Task to carry out: When you transcribe the entries below, begin at their first line and stop after the line containing "flex:none; width:38px; height:38px;"; pictures stay out.

Content starts

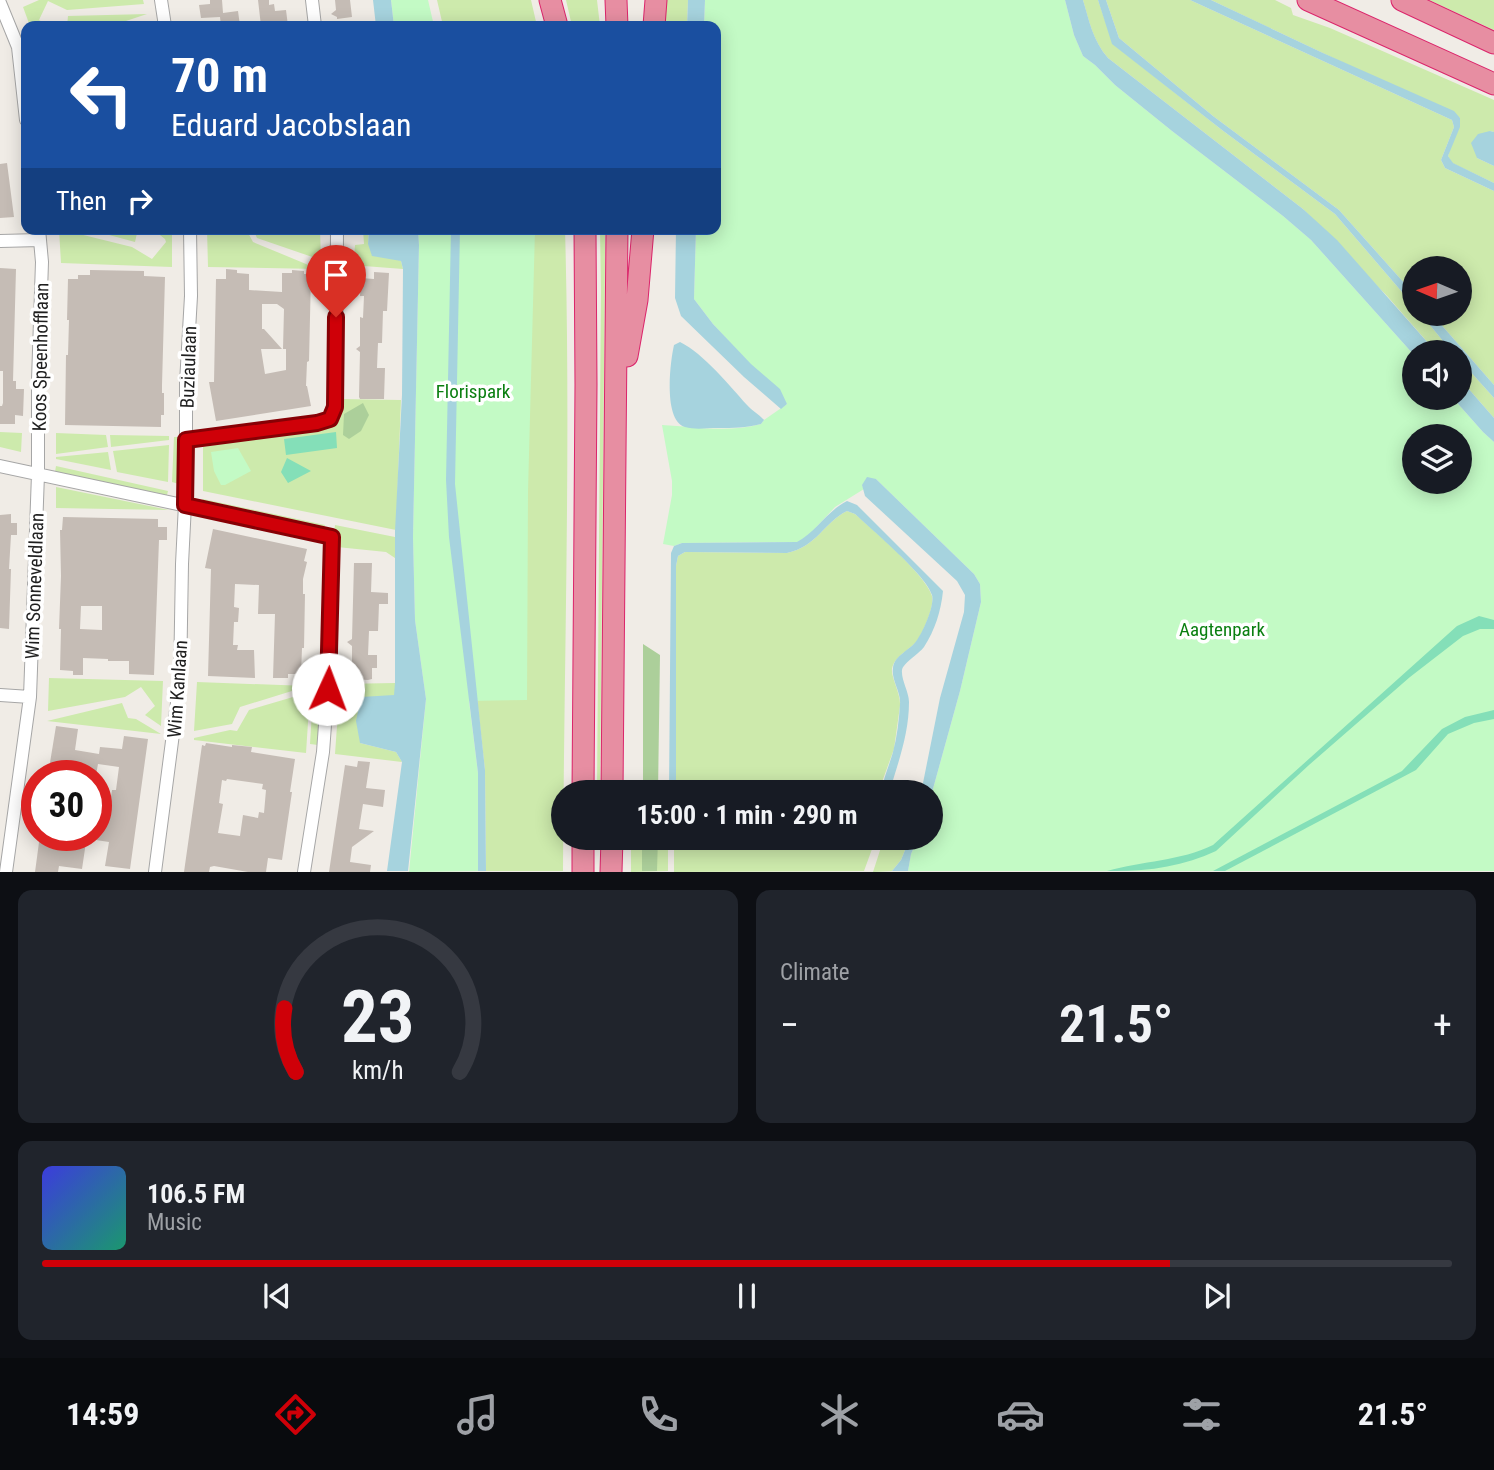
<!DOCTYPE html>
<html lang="en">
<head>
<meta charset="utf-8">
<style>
  :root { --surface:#171b24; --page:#20242c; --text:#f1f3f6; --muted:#9ea1a6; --line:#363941; --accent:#cf0008 }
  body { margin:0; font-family:"Roboto Condensed",sans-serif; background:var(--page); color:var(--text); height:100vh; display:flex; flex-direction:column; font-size:26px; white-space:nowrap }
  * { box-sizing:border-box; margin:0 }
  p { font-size:23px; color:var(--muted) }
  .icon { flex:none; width:38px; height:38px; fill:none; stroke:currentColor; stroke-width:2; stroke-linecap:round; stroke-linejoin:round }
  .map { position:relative; height:872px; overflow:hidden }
  .sheet { display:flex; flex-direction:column; gap:18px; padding:18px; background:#0d0f14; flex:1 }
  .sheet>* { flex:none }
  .hud { position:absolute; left:21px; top:21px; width:700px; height:214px; border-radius:14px; box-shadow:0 4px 18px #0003; background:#1a4fa0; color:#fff; overflow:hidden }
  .needle { width:46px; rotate:272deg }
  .buttons { position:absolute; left:1402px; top:256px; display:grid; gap:14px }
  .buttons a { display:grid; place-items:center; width:70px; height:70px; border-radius:50%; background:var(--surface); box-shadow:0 4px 18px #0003; font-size:35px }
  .speed { position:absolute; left:21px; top:760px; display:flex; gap:14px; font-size:35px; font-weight:700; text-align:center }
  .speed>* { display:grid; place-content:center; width:91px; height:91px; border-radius:50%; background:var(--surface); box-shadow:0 4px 18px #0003; line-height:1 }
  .speed .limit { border:10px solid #d22; background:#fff; color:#111 }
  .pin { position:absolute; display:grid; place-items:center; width:60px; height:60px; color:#fff; margin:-72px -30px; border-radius:50% 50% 50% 0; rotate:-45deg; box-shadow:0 0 7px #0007 }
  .pin .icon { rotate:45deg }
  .me { position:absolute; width:77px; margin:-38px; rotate:2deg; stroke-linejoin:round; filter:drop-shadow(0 0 5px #0008) }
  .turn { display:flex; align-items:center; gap:24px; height:147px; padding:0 35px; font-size:32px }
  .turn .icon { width:91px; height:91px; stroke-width:2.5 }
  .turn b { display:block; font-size:49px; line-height:60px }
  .then { display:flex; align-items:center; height:66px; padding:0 35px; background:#0003; gap:14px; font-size:26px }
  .big { font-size:52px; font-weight:700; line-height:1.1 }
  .sheet .widget { flex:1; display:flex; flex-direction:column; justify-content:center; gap:10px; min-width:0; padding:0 24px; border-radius:14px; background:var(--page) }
  .sheet .dial { align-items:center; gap:0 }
  .dial svg { height:182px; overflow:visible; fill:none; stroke:var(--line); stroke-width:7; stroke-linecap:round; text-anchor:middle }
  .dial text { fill:var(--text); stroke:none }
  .song { display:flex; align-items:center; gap:21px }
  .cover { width:84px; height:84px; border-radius:10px; background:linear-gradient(135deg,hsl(240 70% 55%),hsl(160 70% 35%)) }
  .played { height:7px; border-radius:4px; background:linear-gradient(90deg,var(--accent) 80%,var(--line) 80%) }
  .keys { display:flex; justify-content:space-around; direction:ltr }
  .heat { display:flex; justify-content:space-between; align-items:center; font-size:38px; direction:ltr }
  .sheet .tiles { flex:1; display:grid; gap:18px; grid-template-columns:1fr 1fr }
  .widget:last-child { grid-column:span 2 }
  .trip { position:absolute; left:551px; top:780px; width:392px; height:70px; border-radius:35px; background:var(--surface); box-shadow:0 4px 18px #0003; font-weight:700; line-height:70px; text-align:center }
  .tabs { display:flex; height:112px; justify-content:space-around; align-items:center; background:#090b0e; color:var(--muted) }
  .tabs .icon { width:49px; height:49px }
  .tabs .selected { color:var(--accent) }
  .tabs b { font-size:32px; color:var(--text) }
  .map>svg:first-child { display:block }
  .grass { fill:#cdeaac }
  .forest { fill:#accf9a }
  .park { fill:#c3fac5; fill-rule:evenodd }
  .pitch { fill:#84dfb8 }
  .water { fill:#a6d3de }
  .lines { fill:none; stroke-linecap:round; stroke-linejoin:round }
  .stream { stroke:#a6d3de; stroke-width:4.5 }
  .building { fill:#c5bcb5; fill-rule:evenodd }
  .minor-casing { stroke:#a6a6a6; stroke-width:14 }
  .motorway-casing { stroke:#db256b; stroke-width:23 }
  .minor { stroke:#fff; stroke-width:12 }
  .motorway { stroke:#e78ea2; stroke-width:21 }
  .route-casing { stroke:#870005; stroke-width:18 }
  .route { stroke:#cf0008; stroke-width:12 }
  .labels { text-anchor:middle; stroke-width:7; stroke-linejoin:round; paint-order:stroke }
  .street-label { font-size:19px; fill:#1f1f1f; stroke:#fff }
  .park-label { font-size:19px; fill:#0b7f11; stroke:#fff }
</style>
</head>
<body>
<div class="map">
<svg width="1494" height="872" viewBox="0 0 1494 872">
  <rect width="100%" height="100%" fill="#f0ece6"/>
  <!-- grass -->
  <path class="grass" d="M39,0h104l1,4 -77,6 -19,-9 -9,19 11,6h-20l-7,-19z
    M437,0h94l6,26h-94z
    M566,0h31l3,26h-28z
    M665,0h23l-1,26h-24z
    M1083,0h15l15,44 109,86 113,84 79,92v7h6l32,39h-16l-48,-55 -85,-88 -195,-151c-15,-17 -19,-37 -25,-58z
    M1106,0h84l262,120 2,7 -13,33 4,8 49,23v194l-63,-72h29v-45h-46v26l-75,-84 -126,-94 -88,-73 -6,-5z
    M1211,0h64l16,8 2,7 37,13 164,72v32l-4,-1 -13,27 17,8v17l-42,-20 -4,-7 12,-38z
    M1429,0h65v30z
    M147,14l-36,12h-44l1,-10z
    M59,229l73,18 20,12 14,-17 -1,-3 -9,-7 3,-3h13v38l-111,-4z
    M87,229h51l-3,13z
    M207,229h39l7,13 65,27 -110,-2z
    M253,229h67l1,31 -64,-22z
    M363,229h6l-1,15 33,17 2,8 -52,-4 -1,-7 4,-1 1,-12 9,-1z
    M460,229h105c6,214 -1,429 -2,642h-77l-1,-101 -15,-135z
    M600,229h5v36l-5,528h-3l4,-502z
    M1460,360l34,38v20l-34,-39z
    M340,399l61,1 -5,130 -193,-39v-44l133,-22 2,-2z
    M0,432l22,1 -1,19 -21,-5z
    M56,433l50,2 2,12 -52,7z
    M110,435l59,1v4l-58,7z
    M174,437h7l-2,47 -7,-2z
    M169,445l-1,37 -51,-10 -4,-21z
    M108,452l3,18 -55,-11v-2z
    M56,466l112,25 -1,4 -112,-23z
    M56,487l113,23 -113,-2z
    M203,499l122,26 -1,3 -122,-24 -1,-3z
    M847,511l8,3c18,16 72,62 77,82 3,9 -9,37 -15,45 -7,9 -23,15 -25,28 -1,9 9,25 8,37l-6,43 -12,33 -1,11h-205v-227l2,-10 7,-4 102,1c31,-7 36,-30 60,-42z
    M335,525l60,12v21l-9,-6 -49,-5 -3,-12z
    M49,678l114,3 -2,45 -16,-11 10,-9 -14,-19 -16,10 -77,14z
    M197,682l111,4 -68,21 -8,17 -38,7z
    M395,683v12l-35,48 36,9 6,10 -67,-8 5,-70z
    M310,692l-4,61 -112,-13v-2l36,-8 7,1 12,-21z
    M313,694h8l-3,51 -8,-1z
    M122,703l6,15 8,1 25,15 -114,-13z
    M631,838h37v33l-37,1z
    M674,838h202l-12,33 -190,1z
    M884,838h26l-9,22 -9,11 -19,1z"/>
  <!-- forest -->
  <path class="forest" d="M363,403l6,12 -8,16 -12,8 -6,-4 1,-21z
    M643,644l17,11 -2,138h-15z
    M642,838h16l-1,33h-15z"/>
  <!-- park -->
  <path class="park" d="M391,0h37l6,26h-40z
    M705,0h360l9,35 9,21 12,9 20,20 57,46 111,85 28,24 103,115v42h38l31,35 11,10v429h-586l3,-17 7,-16h13v-42l29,-105 21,-89 -1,-18 -6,-10 -98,-95 -14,6 2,4 -29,18 -27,29 -10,6 -116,1 -8,3 -11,-2 9,-49v-14l-10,-56c33,2 67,8 99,-1l3,-4 23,-16 -74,-80 -19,-25 2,-70h20v-203h-12zM1414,436h46v45h-46z
    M418,229h117l-7,263 -1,208 -58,1 9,72v98l-69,1 17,-173 -11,-79 -2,-83 6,-292z
    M238,448l13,23 -26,14h-4l-7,-14 -3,-19z"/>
  <!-- pitch -->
  <path class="pitch" d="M336,432l1,16 -51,7 -2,-16z
    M287,458l24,13 -23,12 -7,-11z
    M1479,616l15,4v9h-14l-17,7 -53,41 -101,88 -93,86c-33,16 -73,21 -109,20 35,-10 74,-10 106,-26l244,-219z
    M1494,710v9l-20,4 -26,11 -32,36 -191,101h-12l189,-100 40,-42 23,-12z"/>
  <!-- water -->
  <path class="water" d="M373,0h18l3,26h-18z
    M688,0h17l-1,26h-17z
    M1065,0h18c6,20 10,41 25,58l195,151 34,31 99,112h-22v3l-103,-115 -28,-24 -111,-85 -57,-46 -20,-20 -12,-9 -9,-21z
    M1098,0h8l13,38 6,5 88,73 126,94 75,84v12l-79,-92 -113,-84 -110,-86z
    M1190,0h21l112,53 131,58 6,7v9l-12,29 5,7 41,20v8l-49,-23 -4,-8 13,-33 -2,-7z
    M1490,131l4,1v34l-17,-8 -6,-15 7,-9z
    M369,229h49l1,16 -6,292 2,83 11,79 -18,172h-21l15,-109 -6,-10 -36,-9 -4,-22 5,-24 33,-2 1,-12v-152l7,-136 1,-126 -2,-8 -29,-5 -4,-12z
    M451,229h9l-5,255 30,286 1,101h-8v-98l-29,-236 -3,-57z
    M676,229h20l-2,70 19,25 38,40 29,25 7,15 -6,5 -37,-32 -63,-61 -6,-18z
    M1420,313h11l63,72v13l-34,-38v-8h-8z
    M680,342c24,12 49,43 67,63 5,6 12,9 17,15l-3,4c-15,4 -28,4 -43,4 -11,0 -23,2 -33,-1 -22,-7 -15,-64 -11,-82z
    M1460,379l34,39v24l-11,-10 -31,-35h8z
    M867,477l9,2 98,95 6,10 1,18 -21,89 -29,105v-3h-10l19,-95 24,-86 1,-17 -8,-14 -92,-85 -3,-11z
    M847,501l10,4 86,86c-2,20 -8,39 -19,56 -5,7 -21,16 -22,23 -1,10 7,22 7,32 0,32 -11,61 -20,91h-8c2,-14 8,-27 12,-41 4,-15 6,-32 7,-48 1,-12 -9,-24 -7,-36 1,-13 18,-18 24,-28 6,-8 18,-35 15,-45 -5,-19 -60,-65 -77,-81l-8,-3c-24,12 -29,35 -60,42l-102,-1 -7,4 -2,10v227h-7l2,-240 3,-7 8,-3 115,-1c20,-11 30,-31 50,-41z
    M910,838h8l-7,16 -3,17h-16l9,-11z"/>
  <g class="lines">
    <!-- stream -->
    <path class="stream" d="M838,793l26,-2 9,2"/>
  </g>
  <!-- building -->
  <path class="building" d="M210,0h12l1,13 15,-2 2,15h-19l-1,-9 -19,1 -2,-13 11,-1z
    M258,0h11v5l5,-1 1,7 11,-1 2,16h-27z
    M335,0h15l2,17 -15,2v-2l-6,-3 5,-4z
    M7,163l7,54 -14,1v-54z
    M0,268l16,1 -3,112h3v8h8l-1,27 -8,-1v9h-15v-18h2l1,-3v-32h-3z
    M226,269l11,1v3l12,1v16l33,2v-19h10v-3l12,1v3h7l-2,87 -2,1 -1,24h1l4,20 -95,15 -7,-39h5l2,-103h10zM262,304h15l7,5 -1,40h3v21l-21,4 -4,-25h21l-18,-20h-2z
    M90,270l54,1v5l21,1 -3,108v8h2v22h-3v12l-96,-2 1,-70h2l1,-35h-2l1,-41h10v-4h12z
    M374,272l15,1 -2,38h-4l-1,32h-4l-1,25h8l-1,31h-24l-1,-2 1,-45 -4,-3 4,-3v-29l3,1 1,-22h-4l1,-18 13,1z
    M11,514v9h6v12h-6l-2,34h-9v-54z
    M63,517l95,2v8h9v13h-8l-5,135 -25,-1v-13h-21v-2l-25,-1v17h-10v-4l-13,-1 1,-41h-2l2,-53 -1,-46h2zM81,606h21v24l-22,-1z
    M213,529l94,20 -3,12 3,1 -4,17v15h2l-1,54h-2l-1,26h-13v4h-15l2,-64h-17l1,-29 -24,-1 -1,23 5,1 -1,14h-4l-1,23h5l-1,5h17l1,28 -47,-2 3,-107 -6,-1z
    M354,563h18l-1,29 17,1v11h-9l-1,27h-9l-1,24h9v13h-5v11l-4,1 -16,-1v-33l-5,-4 5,-3z
    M0,569h11l-2,60 -9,-1z
    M56,726l22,3 -3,21 24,4 1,-7 22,2 2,-13 24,3 -18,130 -25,-3 4,-24 -13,-2v-26l12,2 4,-26h4l3,-23 -21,-3 -2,11h-48z
    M206,743l26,4v-2l20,2 -1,5 44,7 -5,33h2l-10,68 -14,-2 -2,14h-18l-34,-6 -4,1 -1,5h-25l18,-127 3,1zM227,779l36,5 -1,5 4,1 -2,23 -5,-1 -1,6 -15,-3 -3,21 -22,-3 5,-29 -4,-1 3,-23 4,1z
    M358,761l12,1 -4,26 19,2 -2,17 -20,-3 -4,25 15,2 -22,16 -2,15 21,3 -1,7h-41l16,-107 12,2z
    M40,835h47l-5,34 -23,-3 -1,6h-23z"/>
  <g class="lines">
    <!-- minor casing -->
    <g class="minor-casing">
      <path id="minor" d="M161,0l4,26
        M312,0l3,26
        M0,3l18,44 8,73
        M0,241l40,-1
        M186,440l131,-17 13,-4 6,-12 1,-178
        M0,466l332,71 -4,147 -5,68 -19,120
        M0,695l30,2
        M6,872l24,-175 8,-223v-94l4,-118 -3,-33
        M155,872l25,-192 2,-116 4,-80v-101l5,-87 -1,-67"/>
    </g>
    <!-- motorway casing -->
    <g class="motorway-casing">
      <path id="motorway" d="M550,0l7,26
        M616,0l1,26
        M1308,0l186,84
        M1402,0l92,43
        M654,26l2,-26
        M627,356l10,-56 6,-71
        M583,793l3,-409 -1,-155
        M612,793l5,-564
        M583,872v-34
        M611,872l1,-34"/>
    </g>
    <!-- minor -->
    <use href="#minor" class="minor"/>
    <!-- motorway -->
    <use href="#motorway" class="motorway"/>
  </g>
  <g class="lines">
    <!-- route casing -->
    <g class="route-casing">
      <path id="route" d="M328,689l4,-152 -147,-32 1,-65 131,-17 13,-4 5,-12 1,-90"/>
    </g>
    <!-- route -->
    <use href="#route" class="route"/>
  </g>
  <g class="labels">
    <!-- street labels -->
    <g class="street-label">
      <text transform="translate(40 357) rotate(-89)" y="7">Koos Speenhofflaan</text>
      <text transform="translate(188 367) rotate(-88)" y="7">Buziaulaan</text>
      <text transform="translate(34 586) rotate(-88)" y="7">Wim Sonneveldlaan</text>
      <text transform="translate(177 689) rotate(-86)" y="7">Wim Kanlaan</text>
    </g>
    <!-- park labels -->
    <g class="park-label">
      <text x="473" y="398">Florispark</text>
      <text x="1222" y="636">Aagtenpark</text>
    </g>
  </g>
</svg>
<div class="buttons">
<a><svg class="needle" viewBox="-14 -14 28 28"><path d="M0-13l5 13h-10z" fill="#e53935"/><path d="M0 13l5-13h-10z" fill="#9ea1a6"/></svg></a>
<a><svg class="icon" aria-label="sound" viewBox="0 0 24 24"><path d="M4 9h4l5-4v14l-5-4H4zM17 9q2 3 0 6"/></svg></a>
<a><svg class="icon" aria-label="layers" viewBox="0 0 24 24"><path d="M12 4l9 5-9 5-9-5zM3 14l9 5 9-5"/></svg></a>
</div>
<div class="speed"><div class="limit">30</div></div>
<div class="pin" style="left:336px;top:317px;background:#d93025"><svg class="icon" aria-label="arrive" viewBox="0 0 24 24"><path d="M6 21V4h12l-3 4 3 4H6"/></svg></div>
<svg class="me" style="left:328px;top:689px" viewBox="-20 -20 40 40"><circle r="19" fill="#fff"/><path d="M0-13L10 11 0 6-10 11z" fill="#cf0008"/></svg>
<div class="trip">15:00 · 1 min · 290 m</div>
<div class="hud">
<div class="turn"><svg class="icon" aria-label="left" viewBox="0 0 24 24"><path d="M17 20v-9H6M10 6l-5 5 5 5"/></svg><div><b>70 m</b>Eduard Jacobslaan</div></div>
<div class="then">Then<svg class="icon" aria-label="right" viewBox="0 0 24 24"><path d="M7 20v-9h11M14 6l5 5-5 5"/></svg></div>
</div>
</div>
<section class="sheet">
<div class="tiles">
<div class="widget dial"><svg viewBox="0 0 100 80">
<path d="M14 69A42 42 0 1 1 86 69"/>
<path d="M14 69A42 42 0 0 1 9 41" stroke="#cf0008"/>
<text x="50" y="56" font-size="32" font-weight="700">23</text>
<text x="50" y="72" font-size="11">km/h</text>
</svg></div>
<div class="widget"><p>Climate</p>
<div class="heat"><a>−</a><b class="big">21.5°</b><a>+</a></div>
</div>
<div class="widget">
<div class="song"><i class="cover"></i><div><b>106.5 FM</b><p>Music</p></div></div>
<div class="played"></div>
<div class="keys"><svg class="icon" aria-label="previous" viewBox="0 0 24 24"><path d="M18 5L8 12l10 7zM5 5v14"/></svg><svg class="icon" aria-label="pause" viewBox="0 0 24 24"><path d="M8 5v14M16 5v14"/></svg><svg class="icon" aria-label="next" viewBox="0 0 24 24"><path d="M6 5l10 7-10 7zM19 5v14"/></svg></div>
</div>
</div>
</section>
<nav class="tabs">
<b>14:59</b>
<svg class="icon selected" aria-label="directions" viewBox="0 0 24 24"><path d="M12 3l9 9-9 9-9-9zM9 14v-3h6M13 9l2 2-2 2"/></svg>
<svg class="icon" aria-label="music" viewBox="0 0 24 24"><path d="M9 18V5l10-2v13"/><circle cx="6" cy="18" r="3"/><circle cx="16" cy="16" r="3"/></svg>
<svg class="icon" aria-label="phone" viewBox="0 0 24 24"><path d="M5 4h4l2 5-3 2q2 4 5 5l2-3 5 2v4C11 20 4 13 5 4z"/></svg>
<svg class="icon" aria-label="climate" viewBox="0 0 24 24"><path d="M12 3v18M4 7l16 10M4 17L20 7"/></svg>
<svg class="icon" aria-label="car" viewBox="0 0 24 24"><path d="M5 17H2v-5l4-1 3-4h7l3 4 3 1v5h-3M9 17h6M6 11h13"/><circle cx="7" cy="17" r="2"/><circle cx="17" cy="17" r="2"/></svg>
<svg class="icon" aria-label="filters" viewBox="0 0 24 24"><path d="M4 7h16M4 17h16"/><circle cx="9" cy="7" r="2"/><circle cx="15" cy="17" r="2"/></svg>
<b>21.5°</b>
</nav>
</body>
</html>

Content ends

Answer area:
<!DOCTYPE html>
<html lang="en">
<head>
<meta charset="utf-8">
<style>
  :root { --surface:#171b24; --page:#20242c; --text:#f1f3f6; --muted:#9ea1a6; --line:#363941; --accent:#cf0008 }
  body { margin:0; font-family:"Roboto Condensed",sans-serif; background:var(--page); color:var(--text); height:100vh; display:flex; flex-direction:column; font-size:26px; white-space:nowrap }
  * { box-sizing:border-box; margin:0 }
  p { font-size:23px; color:var(--muted) }
  .icon { flex:none; width:38px; height:38px; fill:none; stroke:currentColor; stroke-width:2; stroke-linecap:round; stroke-linejoin:round }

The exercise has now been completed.